Asintiendo, Elvira continuó escuchando con interés.
—Sabemos que éste momento llegaría... —declaró el corregidor consternado por los acontecimientos que iban a desarrollarse en los próximos días—. Entonces, ¿qué hacemos mañana? Lo digo porque como habíamos dicho de ir a Montiel...
—Montiel deberá esperar —declaró Rodrigo—. Es más importante estar al lado de don Antón y de doña Elvira.
Elvira empezó a ponerse nerviosa de nuevo. Al escuchar que los inquisidores de Jaén llegarían al día siguiente, la llenó de temor. Con el rostro desencajado y agarrándose con fuerza al brazo de Antón, empezó a inquietarse por si el Santo Oficio anulaba su matrimonio con Antón, sin imaginarse lo que realmente sucedía.
—Sí, es lo más apropiado —contestó el alcalde.
—Pero no se preocupen, el asunto de Montiel se resolverá para bien. Les he dado mi palabra y no me marcharé de aquí sin que resolvamos todos estos frentes abiertos.
—Se lo agradecemos, don Rodrigo —dijo el corregidor con el asentimiento de los demás.
—Y ahora, creo que debemos dejar a los contrayentes que lo celebren en la intimidad. Creo que es hora de que mis hombres y yo nos retiremos a descansar.
—Ya les hemos preparado el alojamiento —señaló el alcalde.
—Gracias, don Sancho —respondió Rodrigo.
—¿No os apetece acompañarnos en la cena? —le preguntó Antón al comendador antes de que se marchara.

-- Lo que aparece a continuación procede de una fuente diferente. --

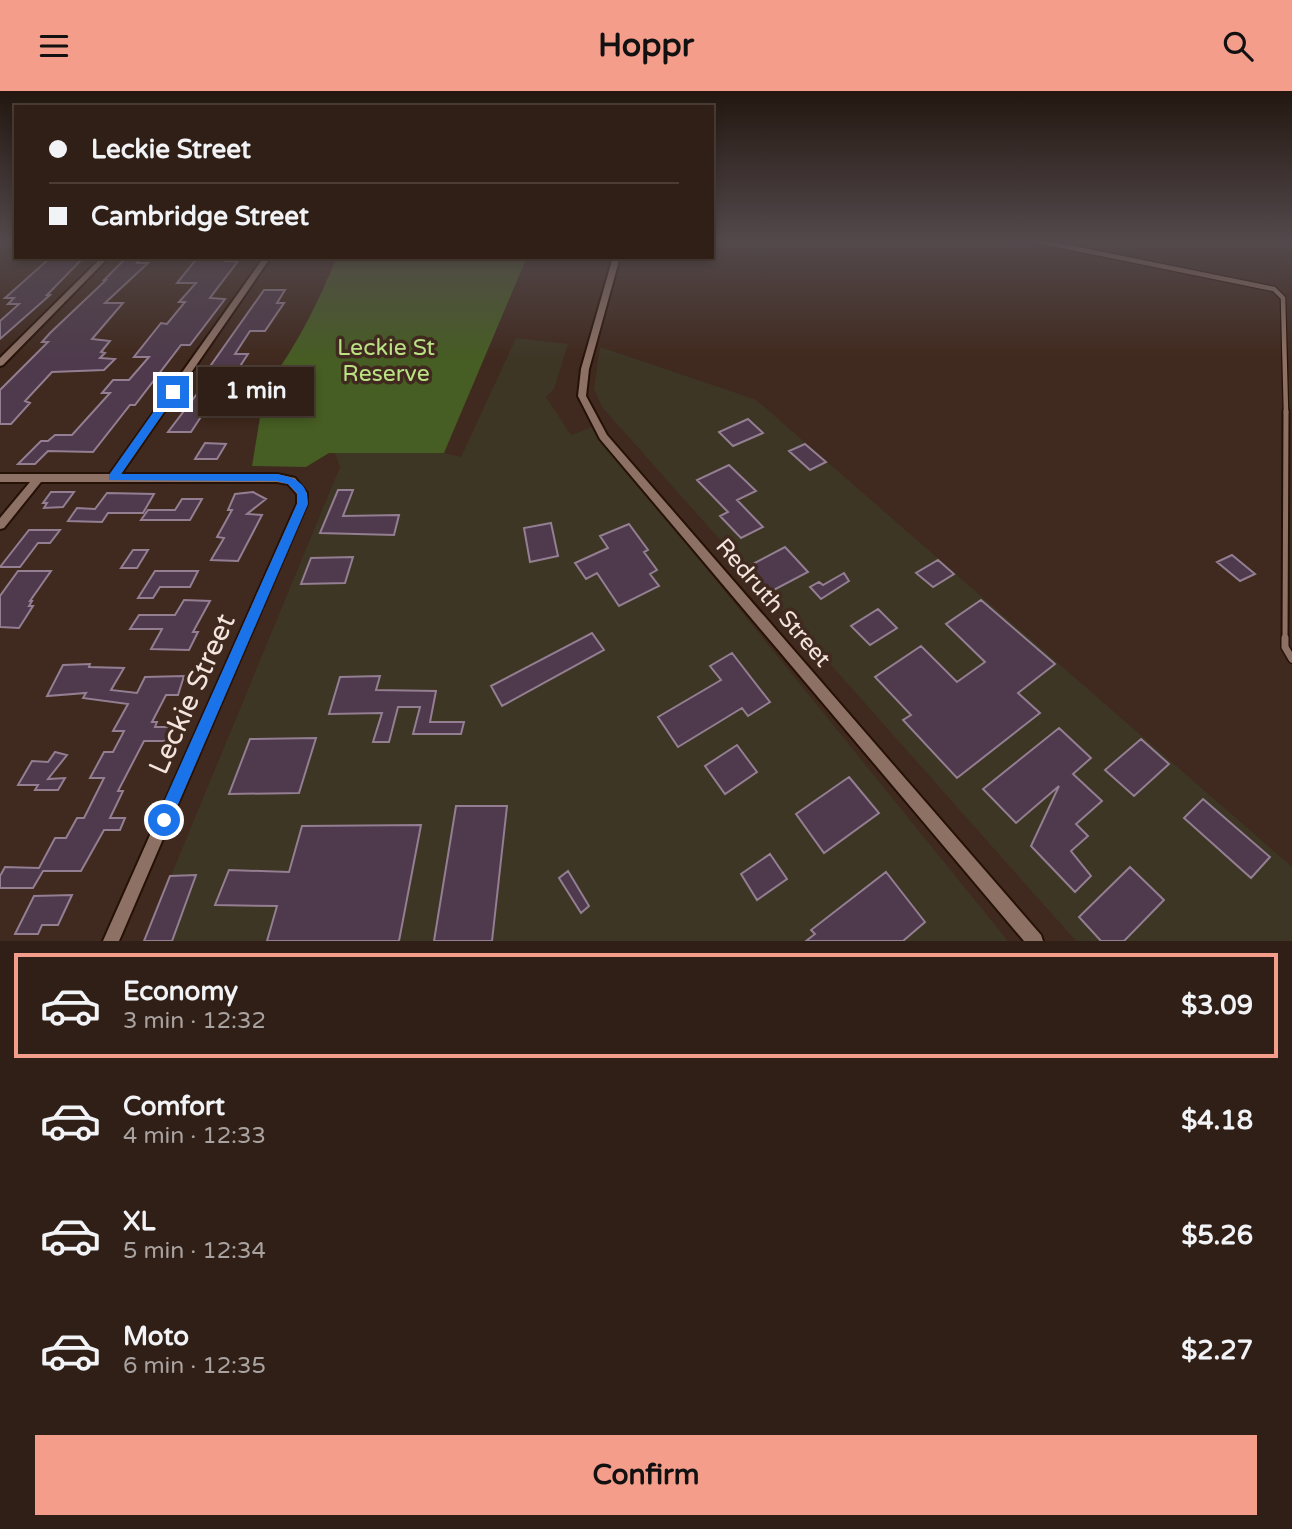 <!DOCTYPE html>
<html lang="en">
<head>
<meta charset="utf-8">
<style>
	body { margin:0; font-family:"Varela Round",sans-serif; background:#3c2c23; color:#f1f3f6; height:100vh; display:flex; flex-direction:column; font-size:26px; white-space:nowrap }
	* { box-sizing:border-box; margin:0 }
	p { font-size:23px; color:#a8a2a1 }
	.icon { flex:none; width:38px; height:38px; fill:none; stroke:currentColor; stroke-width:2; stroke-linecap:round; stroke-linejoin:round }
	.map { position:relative; height:850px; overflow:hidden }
	.drawer { display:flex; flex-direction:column; background:#301f16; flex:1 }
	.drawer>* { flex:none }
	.hud { position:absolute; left:14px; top:14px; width:700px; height:154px; border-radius:0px; box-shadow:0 4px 10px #0003,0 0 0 2px #4b3d35; display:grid; align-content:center; height:154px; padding:0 35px; background:#301f16 }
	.end { position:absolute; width:32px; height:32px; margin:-16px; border:9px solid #1a73e8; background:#fff; box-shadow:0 0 0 4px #fff }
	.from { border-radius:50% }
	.bubble { position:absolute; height:49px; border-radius:0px; background:#301f16; box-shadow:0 4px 10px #0003,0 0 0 2px #4b3d35; font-size:23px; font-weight:700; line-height:49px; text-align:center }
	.hud b { display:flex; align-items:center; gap:24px; height:66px; font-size:26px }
	.hud b+b { border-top:2px solid #4b3d35 }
	.hud i { width:18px; height:18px; background:#f1f3f6 }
	ul { padding:12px 0 0; list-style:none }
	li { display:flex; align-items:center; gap:21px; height:105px; margin:0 14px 10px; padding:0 21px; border:4px solid transparent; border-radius:0px }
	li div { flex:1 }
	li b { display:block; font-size:26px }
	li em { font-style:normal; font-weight:700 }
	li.current { border-color:#f49d8b }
	li>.icon { width:63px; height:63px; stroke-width:1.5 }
	.action { display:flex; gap:14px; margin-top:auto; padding:14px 35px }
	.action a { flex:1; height:80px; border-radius:0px; background:#f49d8b; color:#111; font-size:28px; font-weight:700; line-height:80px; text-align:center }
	header { display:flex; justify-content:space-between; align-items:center; height:91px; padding:0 35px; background:#f49d8b; color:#111; font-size:32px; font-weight:700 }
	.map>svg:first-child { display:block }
	.industrial { fill:#3d3625 }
	.green { fill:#465d23 }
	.building { fill:#4e3a4c; stroke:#937e92; stroke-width:2 }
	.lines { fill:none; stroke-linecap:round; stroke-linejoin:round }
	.lane-far2-casing { stroke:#261107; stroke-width:7 }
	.lane-far1-casing { stroke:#261107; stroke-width:9 }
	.lane-casing { stroke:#261107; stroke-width:10 }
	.street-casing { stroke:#261107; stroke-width:4 }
	.lane-far2 { stroke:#8d7165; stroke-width:4.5 }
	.lane-far1 { stroke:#8d7165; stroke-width:5 }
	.lane { stroke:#8d7165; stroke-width:7 }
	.street { fill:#8d7165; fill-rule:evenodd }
	.route { fill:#1a73e8 }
	.labels { text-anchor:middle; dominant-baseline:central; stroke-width:7; stroke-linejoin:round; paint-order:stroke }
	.park-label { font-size:23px; fill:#bae285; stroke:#40291e }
	.street-label { font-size:23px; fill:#f3e4dd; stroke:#40291e }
	.near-street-label { font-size:28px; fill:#f3e4dd; stroke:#40291e }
</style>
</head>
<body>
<header><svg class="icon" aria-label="menu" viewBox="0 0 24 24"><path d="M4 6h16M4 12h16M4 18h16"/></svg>Hoppr<svg class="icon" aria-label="search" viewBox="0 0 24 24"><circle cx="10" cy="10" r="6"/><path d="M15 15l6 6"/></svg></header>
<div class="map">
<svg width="1292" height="850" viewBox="0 0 1292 850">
	<rect width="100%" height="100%" fill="#40291e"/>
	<path class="industrial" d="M516 247 568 253 554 298 546 306 571 344 592 336 1008 850H144L340 376 335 362H444L461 366Z
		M600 256 754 308 762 314 1292 776V850H1076L602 316 594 298Z"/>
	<path class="green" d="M337 166H527L444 362H329L306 376 252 375 264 302H261C294 261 317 214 337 166Z"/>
	<path class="building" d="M51 166H84L47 204H50L0 248V230L19 213H8L14 207H5Z
		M127 166H142L137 172H148L105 212H123L92 248 110 250 101 261 105 262 100 267 115 268 104 279 52 281 25 310 30 312 11 333H0V299L48 251H42L50 242 106 189H104Z
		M198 166H229L226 170H238L210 207 225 208 190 254H181L135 314H130L93 361 48 360 35 373H18L41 350H48L55 344H72L110 302H102L113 289H129L149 266H134L161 232 167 233 185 211H179L196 192H177Z
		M264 199H285L277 212H284L265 240H250L235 263H248L235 283H241L225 309H212L191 341H168L206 291H199Z
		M248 304 242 321 228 322 234 305Z
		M748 328 763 342 733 355 719 341Z
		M205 352 226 353 217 368H195Z
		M805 353 826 371 810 379 789 360Z
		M729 374 756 400 737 409 763 436 741 447 720 425 728 421 697 389Z
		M338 399H353L343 425 399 424 394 444 320 442Z
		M51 401H74L63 416 44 417 47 412H43Z
		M253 401 266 408 247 423 262 424 238 470 211 469 224 447 217 446 232 419H228L235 403Z
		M107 402 154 403 143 422H108L102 431 68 430 77 417 95 418Z
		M182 408H202L190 429H141L148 419H175Z
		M551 432 558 465 530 471 524 437Z
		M629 433 648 459 644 461 657 479 650 483 659 495 619 515 597 482 586 488 575 472 608 457 600 445Z
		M29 439H60L50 452H38L20 476H0Z
		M785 456 808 481 768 502 745 477Z
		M133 459H148L137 477H121Z
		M1232 464 1255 483 1240 490 1217 471Z
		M353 466 345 492 301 493 311 467Z
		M938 469 954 483 933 496 916 482Z
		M18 480H51L30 510H32L29 515H33L19 537 0 536V505Z
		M155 480H198L190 496H160L153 507H138Z
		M844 482 849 490 821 508 810 496 819 491 823 494Z
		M184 509 210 510 193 541H198L189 559 151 558 162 538H130L139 524H175Z
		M981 509 1055 573 1018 602 1040 622 957 687 903 629 911 624 875 586 921 555 957 591 985 571 946 533Z
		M878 518 897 537 870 554 851 535Z
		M592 542 604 559 502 615 491 595Z
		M732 562 770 611 748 625 742 617 678 656 658 626 721 589 710 575Z
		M90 573 89 576 124 577 111 599 137 602 145 586 184 585 178 604H166L152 631H157L155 636H172L165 650H144L118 700H123L110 727H125L120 739H104L81 780H43L33 797H0V785L5 776 39 777 55 747H66L77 727H84L104 687H90L104 661H113L124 640H113L128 613 83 607 86 602 47 605 63 574Z
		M380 585 376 599 436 600 430 631H464L461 643H413L420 616H398L389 651H373L382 622 329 623 340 586Z
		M1059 637 1091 667 1073 683 1102 710 1076 733 1088 745 1071 760 1091 785 1075 801 1031 755 1059 695 1016 732 983 698Z
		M316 647 299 702 229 703 250 648Z
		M1141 648 1169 673 1134 705 1105 679Z
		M737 654 757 681 725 703 705 675Z
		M55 661 67 664 48 688 65 687 58 699H35L38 694H18L32 670 48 671Z
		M849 686 879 722 824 762 796 723Z
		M1203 708 1270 766 1251 787 1184 727Z
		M456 715H507L492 850H434Z
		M421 734 399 850H267L277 815 215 814 229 779 289 781 302 735Z
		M770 763 787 788 757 809 741 783Z
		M1130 776 1164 809 1124 850H1101L1079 826Z
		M568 780 589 815 581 822 559 787Z
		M886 781 925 831 903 850H806L815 843 811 839Z
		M196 784 172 850H144L170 785Z
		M72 804 58 834H42L38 843H15L34 805Z"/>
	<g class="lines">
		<defs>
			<path id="lane-far2" d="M1038 150 1274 198 1283 207 1286 322"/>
			<path id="lane-far1" d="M1285 549 1286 320"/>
			<path id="lane" d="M1285 547V556L1292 568"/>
			<path id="street" d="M102 166H109L3 274 0 275V267Z
				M264 166H271L121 383H277L295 387 307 402V413L119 850H103L297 413V403L288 393 277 391H41L4 437 0 438V427L30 391H0V383H110Z
				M613 166H620L589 278 586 305 607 344 1041 844 1043 850H1024L600 348 578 305 581 278Z"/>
		</defs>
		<use href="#lane-far2" class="lane-far2-casing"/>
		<use href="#lane-far1" class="lane-far1-casing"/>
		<use href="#lane" class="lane-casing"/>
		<use href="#street" class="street-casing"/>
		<use href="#lane-far2" class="lane-far2"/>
		<use href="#lane-far1" class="lane-far1"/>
		<use href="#lane" class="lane"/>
		<use href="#street" class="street"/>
	</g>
	<linearGradient id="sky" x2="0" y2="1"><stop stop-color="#231710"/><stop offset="0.56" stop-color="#53494c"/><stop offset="1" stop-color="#53494c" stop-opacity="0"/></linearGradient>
	<rect width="1292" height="269" fill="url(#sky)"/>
	<path class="route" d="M173 298 178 301 121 383H277C296 387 308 392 308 413L169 734 164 737 158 734 156 729 297 413V402L288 393 277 390 109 389V384L169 299Z"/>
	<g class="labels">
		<g class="park-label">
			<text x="386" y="257">Leckie St<tspan x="386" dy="26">Reserve</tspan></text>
		</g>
		<g class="street-label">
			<text transform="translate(773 512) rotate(49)">Redruth Street</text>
		</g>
		<g class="near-street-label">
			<text transform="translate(192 603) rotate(-66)">Leckie Street</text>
		</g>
	</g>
</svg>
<i class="end from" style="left:164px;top:729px"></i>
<i class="end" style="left:173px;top:301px"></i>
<div class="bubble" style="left:198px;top:276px;width:116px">1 min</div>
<div class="hud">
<b><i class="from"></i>Leckie Street</b>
<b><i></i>Cambridge Street</b>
</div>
</div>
<section class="drawer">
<ul>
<li class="current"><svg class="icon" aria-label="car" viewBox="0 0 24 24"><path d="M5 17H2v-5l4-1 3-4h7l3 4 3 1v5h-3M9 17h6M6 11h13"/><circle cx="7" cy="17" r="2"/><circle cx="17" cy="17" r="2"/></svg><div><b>Economy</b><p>3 min · 12:32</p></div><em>$3.09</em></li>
<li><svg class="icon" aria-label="car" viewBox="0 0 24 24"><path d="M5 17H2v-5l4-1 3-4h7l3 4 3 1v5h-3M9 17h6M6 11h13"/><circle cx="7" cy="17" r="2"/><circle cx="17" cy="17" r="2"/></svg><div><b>Comfort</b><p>4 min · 12:33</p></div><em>$4.18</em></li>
<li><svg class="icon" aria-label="car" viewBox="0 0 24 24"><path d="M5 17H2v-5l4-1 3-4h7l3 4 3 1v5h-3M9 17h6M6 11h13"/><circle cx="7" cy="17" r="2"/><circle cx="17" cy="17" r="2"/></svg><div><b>XL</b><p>5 min · 12:34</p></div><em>$5.26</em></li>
<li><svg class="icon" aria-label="car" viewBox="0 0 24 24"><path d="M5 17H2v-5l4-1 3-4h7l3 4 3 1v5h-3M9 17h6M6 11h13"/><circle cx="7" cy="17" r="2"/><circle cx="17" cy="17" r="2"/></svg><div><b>Moto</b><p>6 min · 12:35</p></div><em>$2.27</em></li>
</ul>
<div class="action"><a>Confirm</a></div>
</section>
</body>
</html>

—Os agradezco la invitación, pero el día ha dado mucho de sí y después del viaje, estoy algo cansado. Nos conviene descansar para mañana.
—Como deseéis, don Rodrigo. No os entretendré más. Muchas gracias por lo que habéis hecho por nosotros —volvió a repetirle Antón.
—No hay que darlas. Sois un buen amigo y ya os he dicho, que solo lamento que mi esposa no haya podido acompañarnos.
Antón asintió y viéndolo marchar, los nuevos esposos se quedaron solos con el párroco, a excepción del padre de Juan y de Gabriel, que esperaban un poco apartados.
—Si desean acompañarme, terminaremos el casamiento con la firma de ustedes.
—Sí, terminemos con esto —le pidió Antón al párroco.
El religioso se dio la vuelta y Antón aprovechó para coger de la mano a Elvira y casi arrastrarla con él, mientras le susurraba cerca del oído:
—¡Estoy deseando llegar a casa!
Elvira sonrió no sin sonrojarse, ya que podía adivinar lo que Antón tenía en mente.